YOUR INSTRUCTIONS: Gather from the material every line that contains the string "north".

DATA EXTRACT:
============

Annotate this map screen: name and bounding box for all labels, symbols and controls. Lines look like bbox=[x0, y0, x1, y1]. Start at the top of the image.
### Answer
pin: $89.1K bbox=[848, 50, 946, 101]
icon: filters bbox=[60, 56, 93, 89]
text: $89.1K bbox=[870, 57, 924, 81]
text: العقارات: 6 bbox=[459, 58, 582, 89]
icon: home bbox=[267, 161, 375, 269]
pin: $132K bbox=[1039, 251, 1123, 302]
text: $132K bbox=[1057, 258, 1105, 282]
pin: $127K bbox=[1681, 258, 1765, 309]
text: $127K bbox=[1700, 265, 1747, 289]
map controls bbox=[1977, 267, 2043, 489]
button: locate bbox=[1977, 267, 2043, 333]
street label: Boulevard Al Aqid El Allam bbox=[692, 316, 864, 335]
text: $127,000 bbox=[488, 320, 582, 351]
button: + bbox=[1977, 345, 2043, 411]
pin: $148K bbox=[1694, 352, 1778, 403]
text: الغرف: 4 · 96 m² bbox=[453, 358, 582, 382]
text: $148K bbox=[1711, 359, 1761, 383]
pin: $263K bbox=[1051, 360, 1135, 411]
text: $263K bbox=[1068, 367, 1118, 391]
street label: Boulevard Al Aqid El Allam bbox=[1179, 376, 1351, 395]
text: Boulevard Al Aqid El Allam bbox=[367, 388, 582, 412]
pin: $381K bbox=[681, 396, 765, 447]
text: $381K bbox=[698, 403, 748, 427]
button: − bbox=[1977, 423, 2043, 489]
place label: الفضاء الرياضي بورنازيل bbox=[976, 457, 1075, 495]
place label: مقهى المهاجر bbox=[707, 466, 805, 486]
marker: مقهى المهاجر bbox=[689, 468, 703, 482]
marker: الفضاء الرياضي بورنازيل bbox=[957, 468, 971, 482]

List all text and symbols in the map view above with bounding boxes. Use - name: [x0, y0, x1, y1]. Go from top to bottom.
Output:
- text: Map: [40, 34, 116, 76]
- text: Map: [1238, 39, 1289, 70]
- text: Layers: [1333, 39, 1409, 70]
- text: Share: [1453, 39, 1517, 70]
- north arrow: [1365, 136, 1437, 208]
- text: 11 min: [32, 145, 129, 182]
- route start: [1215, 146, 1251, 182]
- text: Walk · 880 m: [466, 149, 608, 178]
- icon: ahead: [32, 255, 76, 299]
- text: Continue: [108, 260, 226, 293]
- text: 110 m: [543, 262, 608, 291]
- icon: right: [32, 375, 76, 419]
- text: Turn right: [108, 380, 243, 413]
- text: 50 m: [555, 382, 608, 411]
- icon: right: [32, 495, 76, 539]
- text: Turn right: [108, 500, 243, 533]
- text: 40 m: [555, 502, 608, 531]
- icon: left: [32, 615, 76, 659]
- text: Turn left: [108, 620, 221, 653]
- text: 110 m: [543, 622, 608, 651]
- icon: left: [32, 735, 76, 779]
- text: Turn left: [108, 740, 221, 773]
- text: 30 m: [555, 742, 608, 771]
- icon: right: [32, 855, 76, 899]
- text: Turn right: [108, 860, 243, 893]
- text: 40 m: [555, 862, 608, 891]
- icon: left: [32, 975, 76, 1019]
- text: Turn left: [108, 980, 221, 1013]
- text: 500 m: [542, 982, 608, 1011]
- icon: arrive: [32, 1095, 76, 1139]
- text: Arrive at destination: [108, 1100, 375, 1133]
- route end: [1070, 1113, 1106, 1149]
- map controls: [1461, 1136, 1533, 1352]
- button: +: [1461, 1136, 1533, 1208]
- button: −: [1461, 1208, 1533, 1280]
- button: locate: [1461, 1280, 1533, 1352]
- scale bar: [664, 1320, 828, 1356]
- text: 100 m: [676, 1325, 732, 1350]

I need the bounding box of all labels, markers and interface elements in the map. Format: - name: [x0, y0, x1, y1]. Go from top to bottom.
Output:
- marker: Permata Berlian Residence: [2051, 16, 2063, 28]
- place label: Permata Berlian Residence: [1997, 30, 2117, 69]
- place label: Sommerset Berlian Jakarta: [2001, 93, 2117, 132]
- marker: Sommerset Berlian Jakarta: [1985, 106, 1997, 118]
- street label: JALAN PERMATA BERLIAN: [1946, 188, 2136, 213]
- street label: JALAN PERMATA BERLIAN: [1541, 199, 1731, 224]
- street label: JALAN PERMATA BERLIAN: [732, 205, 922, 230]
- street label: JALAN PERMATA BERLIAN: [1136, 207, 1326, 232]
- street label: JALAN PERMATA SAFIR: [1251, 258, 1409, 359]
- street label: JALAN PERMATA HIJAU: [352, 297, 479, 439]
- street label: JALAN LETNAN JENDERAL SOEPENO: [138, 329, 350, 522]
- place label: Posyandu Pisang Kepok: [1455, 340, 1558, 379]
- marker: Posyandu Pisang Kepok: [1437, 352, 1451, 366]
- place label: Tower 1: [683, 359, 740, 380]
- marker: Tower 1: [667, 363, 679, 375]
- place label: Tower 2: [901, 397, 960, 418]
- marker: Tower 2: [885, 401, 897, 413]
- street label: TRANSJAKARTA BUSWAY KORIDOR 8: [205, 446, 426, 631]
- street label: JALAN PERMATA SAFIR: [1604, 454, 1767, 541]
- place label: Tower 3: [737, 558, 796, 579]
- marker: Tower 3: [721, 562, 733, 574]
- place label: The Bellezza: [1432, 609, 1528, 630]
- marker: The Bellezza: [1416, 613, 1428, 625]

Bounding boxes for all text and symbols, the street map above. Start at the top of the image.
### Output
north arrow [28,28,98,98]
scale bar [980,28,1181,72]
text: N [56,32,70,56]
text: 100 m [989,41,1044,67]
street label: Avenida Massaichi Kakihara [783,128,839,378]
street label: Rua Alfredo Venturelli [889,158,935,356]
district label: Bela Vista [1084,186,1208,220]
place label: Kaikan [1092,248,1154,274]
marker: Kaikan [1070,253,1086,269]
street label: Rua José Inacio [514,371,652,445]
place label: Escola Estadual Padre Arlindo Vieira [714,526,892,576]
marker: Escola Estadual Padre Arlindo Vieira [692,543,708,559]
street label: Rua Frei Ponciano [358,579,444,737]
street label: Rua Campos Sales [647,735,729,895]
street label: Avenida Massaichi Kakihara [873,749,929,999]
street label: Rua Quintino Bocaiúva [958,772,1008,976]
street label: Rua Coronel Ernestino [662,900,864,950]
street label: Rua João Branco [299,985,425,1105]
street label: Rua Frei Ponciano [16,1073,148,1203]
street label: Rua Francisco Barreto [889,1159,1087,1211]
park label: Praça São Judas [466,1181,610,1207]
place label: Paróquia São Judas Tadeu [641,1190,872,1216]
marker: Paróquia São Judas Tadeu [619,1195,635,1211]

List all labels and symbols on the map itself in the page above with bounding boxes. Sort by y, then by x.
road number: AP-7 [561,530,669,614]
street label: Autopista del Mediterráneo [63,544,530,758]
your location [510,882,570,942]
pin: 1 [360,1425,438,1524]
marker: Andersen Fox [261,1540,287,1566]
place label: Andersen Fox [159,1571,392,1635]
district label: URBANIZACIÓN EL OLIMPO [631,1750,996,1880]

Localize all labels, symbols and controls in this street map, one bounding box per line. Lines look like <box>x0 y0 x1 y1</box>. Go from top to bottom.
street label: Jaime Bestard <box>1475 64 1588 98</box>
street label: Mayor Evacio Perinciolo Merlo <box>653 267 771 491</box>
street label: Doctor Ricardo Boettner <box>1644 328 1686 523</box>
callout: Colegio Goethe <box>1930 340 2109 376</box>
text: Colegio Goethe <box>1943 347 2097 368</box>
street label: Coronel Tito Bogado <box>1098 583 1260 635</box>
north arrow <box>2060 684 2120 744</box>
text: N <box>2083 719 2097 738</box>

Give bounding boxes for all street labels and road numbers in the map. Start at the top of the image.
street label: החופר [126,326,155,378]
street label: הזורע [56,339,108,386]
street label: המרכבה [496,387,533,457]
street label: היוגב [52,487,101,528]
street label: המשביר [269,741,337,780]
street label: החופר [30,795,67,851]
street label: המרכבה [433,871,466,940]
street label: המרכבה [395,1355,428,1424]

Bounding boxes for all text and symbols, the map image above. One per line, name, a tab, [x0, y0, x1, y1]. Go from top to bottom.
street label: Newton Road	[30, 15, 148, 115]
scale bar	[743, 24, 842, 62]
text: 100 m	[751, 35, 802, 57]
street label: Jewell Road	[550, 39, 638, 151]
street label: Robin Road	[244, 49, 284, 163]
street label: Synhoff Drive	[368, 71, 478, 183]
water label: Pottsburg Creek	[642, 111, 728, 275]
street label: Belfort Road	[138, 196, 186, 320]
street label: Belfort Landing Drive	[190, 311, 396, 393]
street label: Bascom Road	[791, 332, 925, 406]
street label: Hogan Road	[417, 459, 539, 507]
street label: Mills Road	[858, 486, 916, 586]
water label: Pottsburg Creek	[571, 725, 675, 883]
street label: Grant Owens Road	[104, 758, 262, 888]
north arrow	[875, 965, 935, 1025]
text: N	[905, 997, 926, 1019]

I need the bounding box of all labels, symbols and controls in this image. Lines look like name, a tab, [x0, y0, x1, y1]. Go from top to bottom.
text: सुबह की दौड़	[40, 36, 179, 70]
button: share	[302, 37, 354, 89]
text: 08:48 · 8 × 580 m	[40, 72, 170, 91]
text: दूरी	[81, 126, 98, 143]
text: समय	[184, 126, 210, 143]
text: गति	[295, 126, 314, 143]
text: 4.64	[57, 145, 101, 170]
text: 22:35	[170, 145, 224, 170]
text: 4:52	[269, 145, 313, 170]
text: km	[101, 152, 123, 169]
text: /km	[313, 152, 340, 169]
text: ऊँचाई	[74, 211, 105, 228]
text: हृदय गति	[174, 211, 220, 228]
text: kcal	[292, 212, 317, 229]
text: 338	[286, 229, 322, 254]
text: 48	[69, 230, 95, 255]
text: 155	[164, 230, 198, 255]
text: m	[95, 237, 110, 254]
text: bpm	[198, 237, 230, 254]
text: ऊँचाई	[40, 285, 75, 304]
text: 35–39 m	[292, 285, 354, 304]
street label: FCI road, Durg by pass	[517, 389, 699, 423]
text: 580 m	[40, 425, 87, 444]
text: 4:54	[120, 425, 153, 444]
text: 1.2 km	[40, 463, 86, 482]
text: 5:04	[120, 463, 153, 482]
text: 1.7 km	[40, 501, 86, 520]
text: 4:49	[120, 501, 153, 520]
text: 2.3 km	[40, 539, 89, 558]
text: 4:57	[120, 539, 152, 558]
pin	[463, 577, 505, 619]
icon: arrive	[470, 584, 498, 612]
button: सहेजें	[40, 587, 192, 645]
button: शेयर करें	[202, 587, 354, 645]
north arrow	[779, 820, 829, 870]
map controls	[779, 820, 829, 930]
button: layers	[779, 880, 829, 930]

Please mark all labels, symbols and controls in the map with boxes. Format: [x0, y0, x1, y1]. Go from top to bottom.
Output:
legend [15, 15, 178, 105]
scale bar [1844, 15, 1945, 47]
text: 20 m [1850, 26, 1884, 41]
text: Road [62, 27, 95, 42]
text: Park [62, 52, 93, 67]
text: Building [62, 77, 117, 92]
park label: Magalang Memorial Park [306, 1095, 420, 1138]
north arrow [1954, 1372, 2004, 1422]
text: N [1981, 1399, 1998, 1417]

============

OUTPUT OF THE TASK:
- north arrow: [1365, 136, 1437, 208]
north arrow [28,28,98,98]
north arrow <box>2060 684 2120 744</box>
north arrow	[875, 965, 935, 1025]
north arrow	[779, 820, 829, 870]
north arrow [1954, 1372, 2004, 1422]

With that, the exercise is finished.